Conference: CVPR 2025
arXiv: 2412.10831
Code: https://github.com/vvvvvjdy/lbGen
Area: Image Generation
Keywords: dataset bias, synthetic dataset, diffusion model, CLIP, bi-level semantic alignment, quality assurance, transfer learning

TL;DR

The lbGen framework is proposed to fine-tune Stable Diffusion through bi-level semantic alignment (global adversarial + individual cosine similarity) and quality assurance losses. Using only category names, it generates a low-biased general annotated dataset. Backbones pretrained on this dataset outperform those trained on real ImageNet data by 1.7%~2.1% in average transfer accuracy.

Background & Motivation

Background: Pretraining backbone networks on general annotated datasets (such as ImageNet) is a foundational step for various vision tasks. Recent advances in diffusion models have enabled the direct synthesis of annotated image data.
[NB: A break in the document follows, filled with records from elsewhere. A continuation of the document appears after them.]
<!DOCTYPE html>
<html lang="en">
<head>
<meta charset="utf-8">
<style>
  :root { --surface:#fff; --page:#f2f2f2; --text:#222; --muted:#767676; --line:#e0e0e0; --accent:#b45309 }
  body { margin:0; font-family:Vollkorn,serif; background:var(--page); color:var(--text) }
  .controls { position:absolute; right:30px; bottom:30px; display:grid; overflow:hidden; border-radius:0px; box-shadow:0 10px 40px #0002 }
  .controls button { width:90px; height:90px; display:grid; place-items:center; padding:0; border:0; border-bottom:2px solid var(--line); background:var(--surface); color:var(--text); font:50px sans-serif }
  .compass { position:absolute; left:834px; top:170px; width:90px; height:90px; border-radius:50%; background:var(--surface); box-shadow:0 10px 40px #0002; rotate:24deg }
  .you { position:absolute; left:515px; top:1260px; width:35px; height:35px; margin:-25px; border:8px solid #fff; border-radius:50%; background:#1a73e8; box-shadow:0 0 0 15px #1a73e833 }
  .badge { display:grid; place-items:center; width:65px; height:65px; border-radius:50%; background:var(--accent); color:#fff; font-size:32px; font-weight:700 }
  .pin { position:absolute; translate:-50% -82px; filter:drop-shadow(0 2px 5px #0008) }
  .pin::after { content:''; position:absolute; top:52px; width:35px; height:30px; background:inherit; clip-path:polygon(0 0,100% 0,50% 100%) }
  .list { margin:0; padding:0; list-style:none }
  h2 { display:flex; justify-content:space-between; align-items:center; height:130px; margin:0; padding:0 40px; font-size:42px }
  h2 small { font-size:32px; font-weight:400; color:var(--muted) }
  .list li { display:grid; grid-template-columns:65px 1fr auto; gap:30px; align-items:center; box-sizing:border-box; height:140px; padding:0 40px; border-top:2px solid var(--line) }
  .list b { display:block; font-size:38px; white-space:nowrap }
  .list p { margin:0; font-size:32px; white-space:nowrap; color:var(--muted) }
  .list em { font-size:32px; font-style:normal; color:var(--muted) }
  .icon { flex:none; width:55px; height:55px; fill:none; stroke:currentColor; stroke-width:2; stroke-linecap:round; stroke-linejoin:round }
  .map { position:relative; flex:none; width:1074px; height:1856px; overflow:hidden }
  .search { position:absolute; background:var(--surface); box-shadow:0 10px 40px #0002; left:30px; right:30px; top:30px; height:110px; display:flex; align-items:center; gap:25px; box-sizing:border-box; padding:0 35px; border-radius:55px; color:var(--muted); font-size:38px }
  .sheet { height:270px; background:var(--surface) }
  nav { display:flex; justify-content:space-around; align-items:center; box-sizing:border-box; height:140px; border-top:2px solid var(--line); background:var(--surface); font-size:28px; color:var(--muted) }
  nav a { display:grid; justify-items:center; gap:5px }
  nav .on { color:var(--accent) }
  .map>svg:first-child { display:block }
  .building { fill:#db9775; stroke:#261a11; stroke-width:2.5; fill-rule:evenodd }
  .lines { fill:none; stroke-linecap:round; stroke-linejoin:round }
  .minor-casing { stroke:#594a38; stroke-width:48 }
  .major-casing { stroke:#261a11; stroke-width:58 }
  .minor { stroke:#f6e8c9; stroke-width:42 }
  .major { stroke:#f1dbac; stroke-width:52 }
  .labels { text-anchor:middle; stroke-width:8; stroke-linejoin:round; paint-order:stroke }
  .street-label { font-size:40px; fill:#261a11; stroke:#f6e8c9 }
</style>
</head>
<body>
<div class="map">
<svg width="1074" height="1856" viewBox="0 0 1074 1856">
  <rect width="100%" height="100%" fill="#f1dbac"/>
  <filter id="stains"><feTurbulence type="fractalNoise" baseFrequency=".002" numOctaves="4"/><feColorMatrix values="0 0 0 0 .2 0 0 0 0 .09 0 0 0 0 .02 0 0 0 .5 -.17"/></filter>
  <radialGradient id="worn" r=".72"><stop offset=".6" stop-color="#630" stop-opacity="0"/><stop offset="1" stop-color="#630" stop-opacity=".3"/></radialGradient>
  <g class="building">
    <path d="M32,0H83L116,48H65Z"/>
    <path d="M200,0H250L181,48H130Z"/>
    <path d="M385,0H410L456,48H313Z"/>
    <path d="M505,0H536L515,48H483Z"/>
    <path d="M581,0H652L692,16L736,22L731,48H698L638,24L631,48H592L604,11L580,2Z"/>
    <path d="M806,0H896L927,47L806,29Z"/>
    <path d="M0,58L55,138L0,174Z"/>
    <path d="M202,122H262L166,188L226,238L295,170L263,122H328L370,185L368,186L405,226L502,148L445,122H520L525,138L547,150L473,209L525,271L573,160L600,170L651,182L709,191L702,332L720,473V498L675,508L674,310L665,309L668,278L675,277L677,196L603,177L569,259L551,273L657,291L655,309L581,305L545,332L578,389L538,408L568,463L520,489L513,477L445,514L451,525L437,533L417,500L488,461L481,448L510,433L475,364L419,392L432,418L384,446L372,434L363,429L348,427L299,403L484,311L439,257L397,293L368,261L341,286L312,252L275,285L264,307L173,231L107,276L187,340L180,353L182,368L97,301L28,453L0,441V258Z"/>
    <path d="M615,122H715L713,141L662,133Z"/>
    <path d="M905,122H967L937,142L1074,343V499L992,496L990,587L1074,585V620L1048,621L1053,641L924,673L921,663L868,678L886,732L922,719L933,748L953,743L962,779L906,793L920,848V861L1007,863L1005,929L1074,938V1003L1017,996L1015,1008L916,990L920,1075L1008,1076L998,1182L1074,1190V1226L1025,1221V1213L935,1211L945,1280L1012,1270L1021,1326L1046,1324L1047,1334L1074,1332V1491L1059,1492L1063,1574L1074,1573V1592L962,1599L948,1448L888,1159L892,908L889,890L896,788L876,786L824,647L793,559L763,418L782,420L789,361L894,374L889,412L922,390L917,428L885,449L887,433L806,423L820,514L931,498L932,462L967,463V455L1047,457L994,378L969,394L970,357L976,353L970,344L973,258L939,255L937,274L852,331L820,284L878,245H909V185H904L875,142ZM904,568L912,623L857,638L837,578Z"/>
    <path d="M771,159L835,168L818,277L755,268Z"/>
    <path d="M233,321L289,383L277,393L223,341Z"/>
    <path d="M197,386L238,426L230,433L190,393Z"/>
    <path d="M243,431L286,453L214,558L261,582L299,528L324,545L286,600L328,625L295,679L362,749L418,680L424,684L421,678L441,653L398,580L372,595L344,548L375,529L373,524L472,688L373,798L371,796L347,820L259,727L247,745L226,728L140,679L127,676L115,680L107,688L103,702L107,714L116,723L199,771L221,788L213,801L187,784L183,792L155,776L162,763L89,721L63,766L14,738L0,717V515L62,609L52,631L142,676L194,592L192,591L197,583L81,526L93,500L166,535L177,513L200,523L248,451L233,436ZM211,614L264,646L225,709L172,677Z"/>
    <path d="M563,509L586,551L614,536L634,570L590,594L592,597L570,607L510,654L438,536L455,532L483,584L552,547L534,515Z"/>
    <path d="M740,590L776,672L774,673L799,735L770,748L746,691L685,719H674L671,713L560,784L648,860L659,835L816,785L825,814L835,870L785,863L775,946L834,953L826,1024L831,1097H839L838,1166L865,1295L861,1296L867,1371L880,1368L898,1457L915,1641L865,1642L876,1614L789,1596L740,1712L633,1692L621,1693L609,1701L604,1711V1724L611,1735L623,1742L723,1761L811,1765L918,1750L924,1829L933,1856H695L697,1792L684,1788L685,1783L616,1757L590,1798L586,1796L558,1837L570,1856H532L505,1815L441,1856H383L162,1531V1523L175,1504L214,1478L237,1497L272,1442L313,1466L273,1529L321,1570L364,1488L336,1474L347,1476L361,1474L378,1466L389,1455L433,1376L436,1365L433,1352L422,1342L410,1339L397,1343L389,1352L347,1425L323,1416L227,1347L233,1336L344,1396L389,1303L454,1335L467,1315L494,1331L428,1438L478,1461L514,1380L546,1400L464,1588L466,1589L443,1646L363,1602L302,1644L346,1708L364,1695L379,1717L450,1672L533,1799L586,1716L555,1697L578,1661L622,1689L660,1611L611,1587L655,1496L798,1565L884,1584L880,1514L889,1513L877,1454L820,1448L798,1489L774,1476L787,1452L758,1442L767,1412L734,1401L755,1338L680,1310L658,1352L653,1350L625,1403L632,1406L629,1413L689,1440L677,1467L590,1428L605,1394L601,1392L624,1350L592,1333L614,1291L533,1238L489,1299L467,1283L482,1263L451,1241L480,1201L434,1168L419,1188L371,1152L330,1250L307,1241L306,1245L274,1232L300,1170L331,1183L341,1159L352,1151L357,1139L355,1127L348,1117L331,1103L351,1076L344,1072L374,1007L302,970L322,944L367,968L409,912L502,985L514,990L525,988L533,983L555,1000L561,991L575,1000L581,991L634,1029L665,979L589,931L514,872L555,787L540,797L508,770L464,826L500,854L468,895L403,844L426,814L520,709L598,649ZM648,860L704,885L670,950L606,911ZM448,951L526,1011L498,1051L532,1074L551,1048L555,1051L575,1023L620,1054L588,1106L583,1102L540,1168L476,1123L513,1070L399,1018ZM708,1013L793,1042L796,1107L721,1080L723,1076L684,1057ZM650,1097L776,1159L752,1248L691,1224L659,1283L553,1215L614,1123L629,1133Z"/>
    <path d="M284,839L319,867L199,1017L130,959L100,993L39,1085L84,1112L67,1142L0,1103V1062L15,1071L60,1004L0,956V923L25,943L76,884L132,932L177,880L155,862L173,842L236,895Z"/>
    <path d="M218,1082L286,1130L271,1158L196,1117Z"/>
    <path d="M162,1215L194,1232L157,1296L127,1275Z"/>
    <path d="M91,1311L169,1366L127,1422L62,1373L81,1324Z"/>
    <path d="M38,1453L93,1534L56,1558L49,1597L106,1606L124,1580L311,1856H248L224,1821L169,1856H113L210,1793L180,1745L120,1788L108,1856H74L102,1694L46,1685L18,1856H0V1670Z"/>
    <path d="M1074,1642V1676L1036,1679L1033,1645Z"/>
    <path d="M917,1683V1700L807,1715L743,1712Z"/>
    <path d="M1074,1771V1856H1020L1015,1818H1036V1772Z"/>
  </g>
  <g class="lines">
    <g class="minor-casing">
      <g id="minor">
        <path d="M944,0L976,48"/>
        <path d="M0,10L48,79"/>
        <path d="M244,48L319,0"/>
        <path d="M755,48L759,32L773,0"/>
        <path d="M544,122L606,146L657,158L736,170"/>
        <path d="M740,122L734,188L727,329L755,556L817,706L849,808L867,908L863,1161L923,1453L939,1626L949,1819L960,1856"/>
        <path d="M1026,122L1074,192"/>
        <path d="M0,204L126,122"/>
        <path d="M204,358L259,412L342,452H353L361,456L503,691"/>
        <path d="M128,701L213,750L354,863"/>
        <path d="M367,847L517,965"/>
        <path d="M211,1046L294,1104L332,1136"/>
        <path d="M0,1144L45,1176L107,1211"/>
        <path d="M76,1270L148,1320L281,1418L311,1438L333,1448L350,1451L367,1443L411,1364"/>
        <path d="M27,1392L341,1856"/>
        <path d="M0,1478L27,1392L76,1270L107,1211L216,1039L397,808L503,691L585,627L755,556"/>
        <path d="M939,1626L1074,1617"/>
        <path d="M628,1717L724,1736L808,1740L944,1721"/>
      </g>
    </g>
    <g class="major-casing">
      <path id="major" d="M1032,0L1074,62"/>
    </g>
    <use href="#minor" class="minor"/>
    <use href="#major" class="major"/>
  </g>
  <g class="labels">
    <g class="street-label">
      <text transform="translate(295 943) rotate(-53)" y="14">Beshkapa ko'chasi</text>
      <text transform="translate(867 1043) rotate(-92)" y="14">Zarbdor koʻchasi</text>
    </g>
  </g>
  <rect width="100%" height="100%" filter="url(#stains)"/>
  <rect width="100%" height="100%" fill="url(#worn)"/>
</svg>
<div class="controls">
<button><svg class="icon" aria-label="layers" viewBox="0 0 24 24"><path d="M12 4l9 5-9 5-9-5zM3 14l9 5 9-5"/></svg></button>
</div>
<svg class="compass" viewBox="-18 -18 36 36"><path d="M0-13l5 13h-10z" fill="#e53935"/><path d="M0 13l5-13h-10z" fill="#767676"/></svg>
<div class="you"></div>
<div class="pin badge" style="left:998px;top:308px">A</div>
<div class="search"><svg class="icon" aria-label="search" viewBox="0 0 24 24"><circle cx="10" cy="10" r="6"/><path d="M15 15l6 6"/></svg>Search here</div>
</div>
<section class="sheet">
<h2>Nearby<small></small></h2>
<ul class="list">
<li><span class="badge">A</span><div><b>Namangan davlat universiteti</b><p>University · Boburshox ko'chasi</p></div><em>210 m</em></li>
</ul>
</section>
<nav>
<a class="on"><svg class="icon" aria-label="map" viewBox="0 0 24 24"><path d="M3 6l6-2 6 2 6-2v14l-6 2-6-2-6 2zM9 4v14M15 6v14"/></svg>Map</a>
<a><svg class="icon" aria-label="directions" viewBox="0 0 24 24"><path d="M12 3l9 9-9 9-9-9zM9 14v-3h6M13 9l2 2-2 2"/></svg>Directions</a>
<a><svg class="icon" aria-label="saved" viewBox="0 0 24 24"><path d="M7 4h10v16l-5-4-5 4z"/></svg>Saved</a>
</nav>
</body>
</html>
Limitations of Prior Work: (1) Manually collected datasets like ImageNet exhibit implicit data biases (e.g., fixed backgrounds, styles, and object locations for specific categories). Backbone networks capture these non-transferable shortcut features during pretraining, leading to degraded cross-domain/cross-category generalization. (2) Existing synthetic datasets (e.g., GenRobust, RealFake) mainly mimic the ImageNet distribution without considering bias reduction. (3) Re-collecting low-biased data manually is extremely expensive and inevitably introduces new biases.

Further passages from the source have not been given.